> WORK REQUIRED: Transcribe exactly the lines from the first line of the records through the line containing "flex:none; width:38px; height:38px;", and leave out every picture.

> SOURCE INFORMATION:
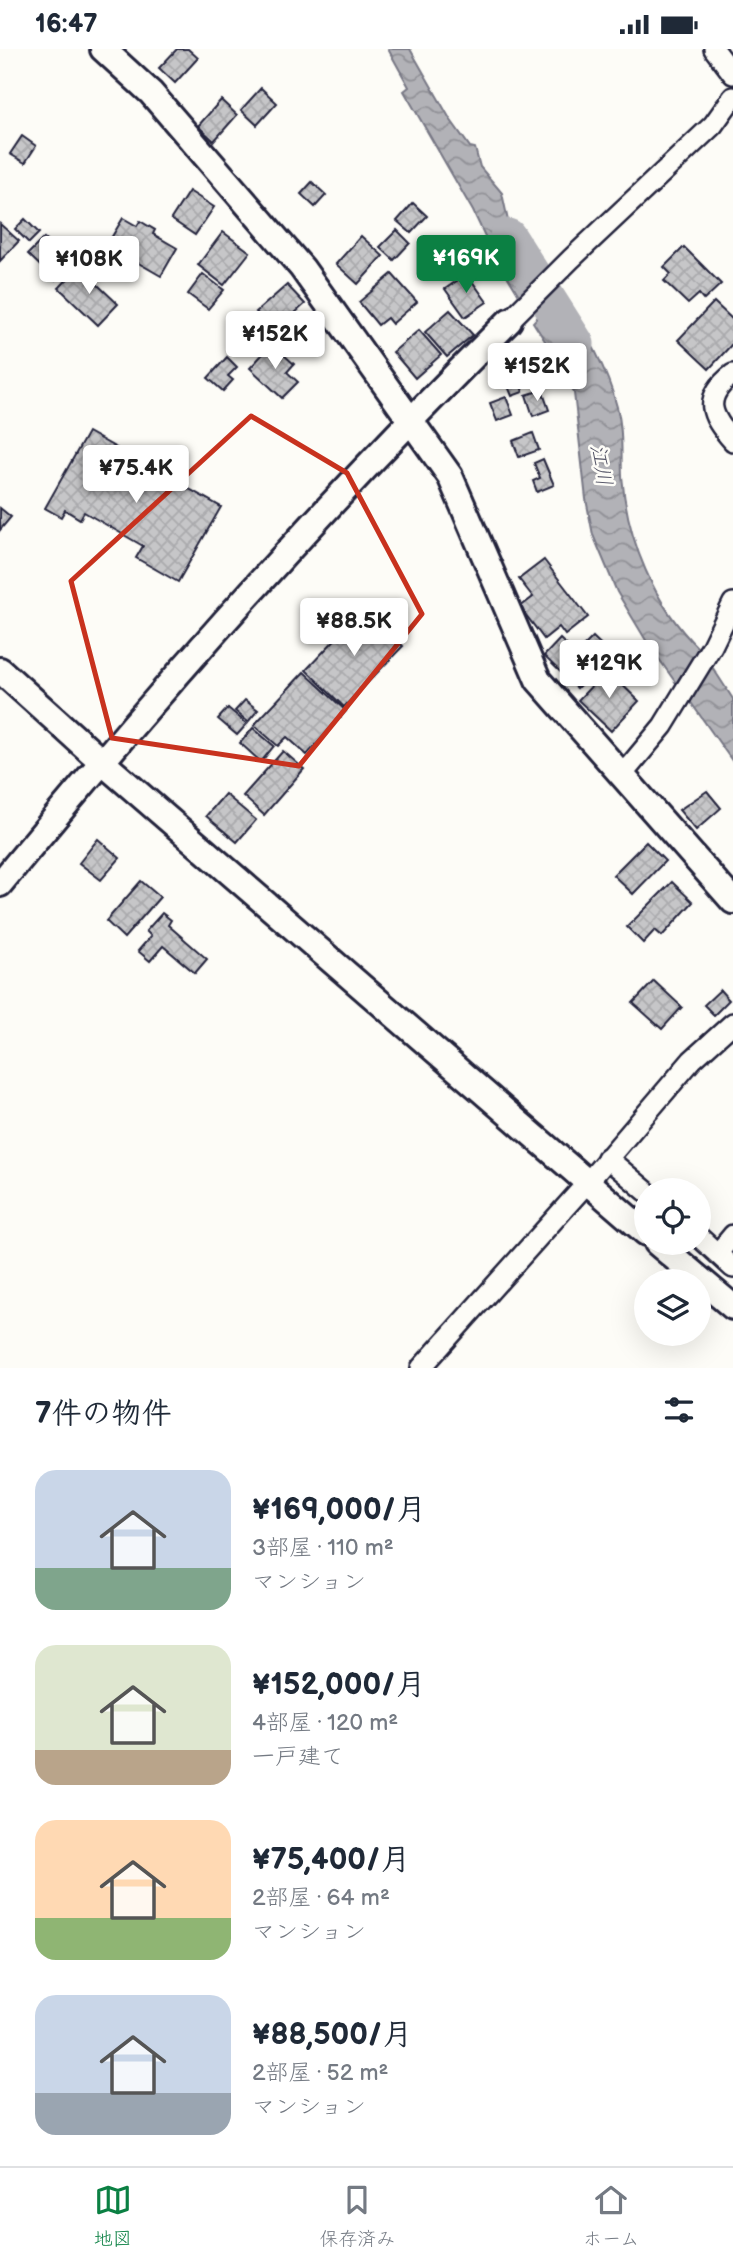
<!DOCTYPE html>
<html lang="ja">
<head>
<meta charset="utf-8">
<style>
  body { margin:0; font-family:"Balsamiq Sans","Klee One",sans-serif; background:#f2f2f3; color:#1f2937; height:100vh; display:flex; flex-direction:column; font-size:26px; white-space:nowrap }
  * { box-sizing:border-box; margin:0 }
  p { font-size:23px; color:#747a83 }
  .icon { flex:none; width:38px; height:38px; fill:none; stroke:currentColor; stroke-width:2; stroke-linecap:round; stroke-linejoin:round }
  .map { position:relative; height:1319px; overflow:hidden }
  .drawer { display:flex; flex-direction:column; background:#fff; flex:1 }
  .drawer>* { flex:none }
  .controls { position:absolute; left:634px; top:1129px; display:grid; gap:14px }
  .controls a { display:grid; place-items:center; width:77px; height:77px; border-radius:50%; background:#fff; box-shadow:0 7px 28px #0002; font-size:35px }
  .price { position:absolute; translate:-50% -60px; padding:0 16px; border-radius:7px; background:#fff; color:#222; font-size:23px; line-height:46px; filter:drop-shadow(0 2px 4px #0008) }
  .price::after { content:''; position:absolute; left:50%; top:42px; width:21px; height:16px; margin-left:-10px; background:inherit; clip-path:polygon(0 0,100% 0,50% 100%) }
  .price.on { background:#0b8043; color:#fff }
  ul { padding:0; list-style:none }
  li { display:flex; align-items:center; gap:21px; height:175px; padding:0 35px }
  li span { display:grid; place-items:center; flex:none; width:196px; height:140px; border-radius:21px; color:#555 }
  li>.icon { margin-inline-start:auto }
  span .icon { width:84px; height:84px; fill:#fffc; stroke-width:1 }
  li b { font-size:30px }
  h2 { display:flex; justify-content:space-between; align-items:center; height:84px; padding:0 35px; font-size:30px }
  .status { display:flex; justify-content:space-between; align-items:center; height:49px; padding:0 35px; background:#fff; direction:ltr }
  .status svg { height:19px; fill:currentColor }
  .menu { display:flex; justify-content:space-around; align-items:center; height:98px; border-top:2px solid #e0e1e3; background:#fff; font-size:19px; color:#747a83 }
  .menu a { display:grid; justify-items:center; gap:4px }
  .menu .on { color:#0b8043 }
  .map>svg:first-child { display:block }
  .water { fill:url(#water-waves); stroke:#787885; stroke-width:2 }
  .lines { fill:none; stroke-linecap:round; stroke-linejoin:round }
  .river { stroke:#b2b2b7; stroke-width:37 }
  .building { fill:url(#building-cross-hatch); stroke:#22223b; stroke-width:2 }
  .minor-casing { stroke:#22223b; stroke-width:24 }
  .tertiary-casing { stroke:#22223b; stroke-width:30 }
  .minor { stroke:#fdfcf7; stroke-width:19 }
  .tertiary { stroke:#fdfcf7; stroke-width:24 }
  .marked { fill:none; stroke:#c8321e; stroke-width:5; stroke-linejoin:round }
  .labels { text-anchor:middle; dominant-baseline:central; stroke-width:5; stroke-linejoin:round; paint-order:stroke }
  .water-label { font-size:21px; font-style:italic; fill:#545466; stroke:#fdfcf7 }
</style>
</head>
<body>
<div class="status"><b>16:47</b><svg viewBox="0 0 49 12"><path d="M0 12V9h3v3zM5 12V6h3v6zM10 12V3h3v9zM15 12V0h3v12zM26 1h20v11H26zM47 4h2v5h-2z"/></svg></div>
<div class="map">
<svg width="733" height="1319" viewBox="0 0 733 1319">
  <defs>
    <pattern id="water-waves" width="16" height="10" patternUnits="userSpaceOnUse" patternTransform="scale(1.75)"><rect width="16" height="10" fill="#b2b2b7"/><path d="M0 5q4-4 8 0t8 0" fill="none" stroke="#909096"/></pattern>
    <pattern id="building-cross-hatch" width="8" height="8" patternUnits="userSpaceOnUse" patternTransform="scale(1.75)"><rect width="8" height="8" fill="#c6c6c8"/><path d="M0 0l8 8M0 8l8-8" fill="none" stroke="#aaaaad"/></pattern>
  </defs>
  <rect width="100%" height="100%" fill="#fdfcf7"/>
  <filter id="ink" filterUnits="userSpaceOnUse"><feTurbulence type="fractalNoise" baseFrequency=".0143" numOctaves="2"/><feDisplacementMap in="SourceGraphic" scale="14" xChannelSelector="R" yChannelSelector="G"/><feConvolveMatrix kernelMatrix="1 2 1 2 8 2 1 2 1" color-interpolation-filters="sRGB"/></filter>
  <g filter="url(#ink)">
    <g class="water">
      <polygon points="388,0 410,0 450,70 470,98 475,99 480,118 502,144 508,172 525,184 547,218 520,248 492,202 473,162 404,42 409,38"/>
      <path d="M560 243C584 278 606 316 617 358 623 381 621 404 622 427 627 491 654 556 699 600L676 634 647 593 617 543 593 486 586 450 574 344 568 328 533 273Z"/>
      <polygon points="709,613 733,650 733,713 687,648"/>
    </g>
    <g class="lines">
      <polyline class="river" points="508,188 576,295"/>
    </g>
    <g class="building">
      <polygon points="177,0 188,0 198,9 175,34 159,19"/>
      <polygon points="261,39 277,54 257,76 241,61"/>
      <polygon points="221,51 237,66 214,92 198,77"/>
      <polygon points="22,87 36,97 25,114 10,105"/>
      <polygon points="312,133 326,146 315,158 301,145"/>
      <polygon points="189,142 214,158 195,186 171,170"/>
      <polygon points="413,154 427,167 411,184 397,172"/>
      <polygon points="123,169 137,177 140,172 155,181 153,185 177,199 161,227 107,196"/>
      <polygon points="25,170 39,184 29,194 15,180"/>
      <polygon points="0,175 19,192 0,212"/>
      <polygon points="397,181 410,194 394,211 380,198"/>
      <polygon points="223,183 250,203 224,236 198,216"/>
      <polygon points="361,187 383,207 358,235 336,215"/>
      <polygon points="44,189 71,215 55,231 28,205"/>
      <polygon points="684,198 721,235 704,251 699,245 688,255 664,232 671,225 664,218"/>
      <polygon points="79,218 118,255 98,276 59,239"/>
      <polygon points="203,225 224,241 208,260 188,245"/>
      <polygon points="392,225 417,253 392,275 387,269 378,276 359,253"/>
      <polygon points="467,225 487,253 465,268 445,240"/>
      <polygon points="287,236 305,255 274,283 256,263"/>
      <polygon points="714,253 733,271 733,294 709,320 678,291"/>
      <polygon points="450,261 473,286 447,308 425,283"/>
      <polygon points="254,267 271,284 254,300 238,283"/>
      <polygon points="419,281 441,306 415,329 393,303"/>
      <polygon points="272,295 294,315 287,323 298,333 282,349 250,319"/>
      <polygon points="227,308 237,318 228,327 233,331 223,342 208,329"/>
      <polygon points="518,327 523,343 512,347 506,332"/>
      <polygon points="542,341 549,361 533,367 526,346"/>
      <polygon points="506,348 513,366 497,372 490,354"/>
      <polygon points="88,383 221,458 178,533 136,509 143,497 84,463 80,470 65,461 61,468 45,459"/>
      <polygon points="533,384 539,401 519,408 513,392"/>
      <polygon points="543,410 554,436 537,443 533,432 540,429 534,414"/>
      <polygon points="0,459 11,468 0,481"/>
      <polygon points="544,511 588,568 565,586 559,578 544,590 520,558 533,548 519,530"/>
      <polygon points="364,560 403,597 344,658 306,621"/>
      <polygon points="593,588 612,606 596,622 578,603"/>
      <polygon points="560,590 594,622 577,639 544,607"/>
      <polygon points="607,621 639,652 611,682 578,651"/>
      <polygon points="304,623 346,662 307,706 287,688 278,697 254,676"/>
      <polygon points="245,651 258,661 248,673 235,662"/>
      <polygon points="228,659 247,675 237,686 218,670"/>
      <polygon points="253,679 274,697 261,713 240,694"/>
      <polygon points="283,702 304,720 264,766 243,747"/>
      <polygon points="707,742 721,759 696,781 679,761"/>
      <polygon points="225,745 256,771 237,793 206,767"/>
      <polygon points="98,790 120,809 101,831 79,814"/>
      <polygon points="646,793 665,812 633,845 613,826"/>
      <polygon points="141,832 160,848 124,889 106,872"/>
      <polygon points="672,833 693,853 662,887 655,881 643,894 627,878"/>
      <polygon points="162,864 171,871 168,876 207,910 195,924 163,897 150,912 138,902 151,887 146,882"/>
      <polygon points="654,932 682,958 662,980 633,954"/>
      <polygon points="720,941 729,951 714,966 704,956"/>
    </g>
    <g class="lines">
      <g class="minor-casing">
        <g id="minor">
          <polyline points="714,0 733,25"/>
          <polyline points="509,272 571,210 713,76 733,48"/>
          <path d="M733 325C702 349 710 366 733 392"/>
          <polyline points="623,725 663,677 712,597 733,554"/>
          <polyline points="607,1109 646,1142"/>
          <polyline points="698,1187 733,1219"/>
          <polyline points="718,1204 733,1186"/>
          <polyline points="421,1319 587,1134 692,1011 733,974"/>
        </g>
      </g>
      <g class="tertiary-casing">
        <g id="tertiary">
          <polyline points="103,0 151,44 302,219 450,427 538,631 733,852"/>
          <polyline points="0,621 101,712 646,1184"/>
          <path d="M0 835C161 639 329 450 509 272"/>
          <polyline points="657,1194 733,1258"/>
        </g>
      </g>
      <use href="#minor" class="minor"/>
      <use href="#tertiary" class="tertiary"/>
    </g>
  </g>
  <path class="marked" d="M251 367 347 424 422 565 299 717 112 689 71 532Z"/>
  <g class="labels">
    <g class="water-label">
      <text transform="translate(601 416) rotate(80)">江川</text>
    </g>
  </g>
</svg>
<div class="controls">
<a><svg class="icon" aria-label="locate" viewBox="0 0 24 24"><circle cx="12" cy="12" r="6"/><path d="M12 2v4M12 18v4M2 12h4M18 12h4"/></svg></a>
<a><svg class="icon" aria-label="layers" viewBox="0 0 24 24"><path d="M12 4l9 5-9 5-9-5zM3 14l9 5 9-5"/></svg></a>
</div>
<b class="price on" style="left:466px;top:246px">¥169K</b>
<b class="price" style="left:89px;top:247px">¥108K</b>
<b class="price" style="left:275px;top:322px">¥152K</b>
<b class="price" style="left:537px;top:354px">¥152K</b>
<b class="price" style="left:136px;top:456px">¥75.4K</b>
<b class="price" style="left:354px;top:609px">¥88.5K</b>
<b class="price" style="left:609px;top:651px">¥129K</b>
</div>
<section class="drawer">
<h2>7件の物件<svg class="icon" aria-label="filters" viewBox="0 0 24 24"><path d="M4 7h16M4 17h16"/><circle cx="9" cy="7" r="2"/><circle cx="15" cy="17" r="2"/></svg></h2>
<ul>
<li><span style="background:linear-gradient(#c9d6e8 70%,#7fa58c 0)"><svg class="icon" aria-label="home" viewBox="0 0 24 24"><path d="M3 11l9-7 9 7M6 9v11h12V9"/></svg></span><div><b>¥169,000/月</b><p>3部屋 · 110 m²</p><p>マンション</p></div></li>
<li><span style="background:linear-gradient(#dfe7d0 75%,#b9a48a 0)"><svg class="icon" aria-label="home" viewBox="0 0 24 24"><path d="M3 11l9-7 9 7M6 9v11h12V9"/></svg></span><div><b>¥152,000/月</b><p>4部屋 · 120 m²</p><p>一戸建て</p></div></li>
<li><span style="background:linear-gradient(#ffd9b3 70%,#8fb573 0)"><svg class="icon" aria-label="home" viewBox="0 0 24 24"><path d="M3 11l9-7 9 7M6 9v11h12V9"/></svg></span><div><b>¥75,400/月</b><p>2部屋 · 64 m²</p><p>マンション</p></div></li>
<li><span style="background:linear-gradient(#c9d6e8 70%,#9aa5b1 0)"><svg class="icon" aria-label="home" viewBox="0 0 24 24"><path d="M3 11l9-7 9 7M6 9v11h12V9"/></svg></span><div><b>¥88,500/月</b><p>2部屋 · 52 m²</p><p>マンション</p></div></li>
</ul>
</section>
<nav class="menu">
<a class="on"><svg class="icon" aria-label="map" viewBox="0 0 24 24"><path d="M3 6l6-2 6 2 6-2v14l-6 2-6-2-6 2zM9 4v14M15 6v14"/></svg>地図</a>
<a><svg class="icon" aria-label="saved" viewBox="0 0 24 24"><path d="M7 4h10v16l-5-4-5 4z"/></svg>保存済み</a>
<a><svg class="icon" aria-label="home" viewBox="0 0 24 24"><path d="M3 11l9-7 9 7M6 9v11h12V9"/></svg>ホーム</a>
</nav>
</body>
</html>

> RESPONSE BELOW:
<!DOCTYPE html>
<html lang="ja">
<head>
<meta charset="utf-8">
<style>
  body { margin:0; font-family:"Balsamiq Sans","Klee One",sans-serif; background:#f2f2f3; color:#1f2937; height:100vh; display:flex; flex-direction:column; font-size:26px; white-space:nowrap }
  * { box-sizing:border-box; margin:0 }
  p { font-size:23px; color:#747a83 }
  .icon { flex:none; width:38px; height:38px; fill:none; stroke:currentColor; stroke-width:2; stroke-linecap:round; stroke-linejoin:round }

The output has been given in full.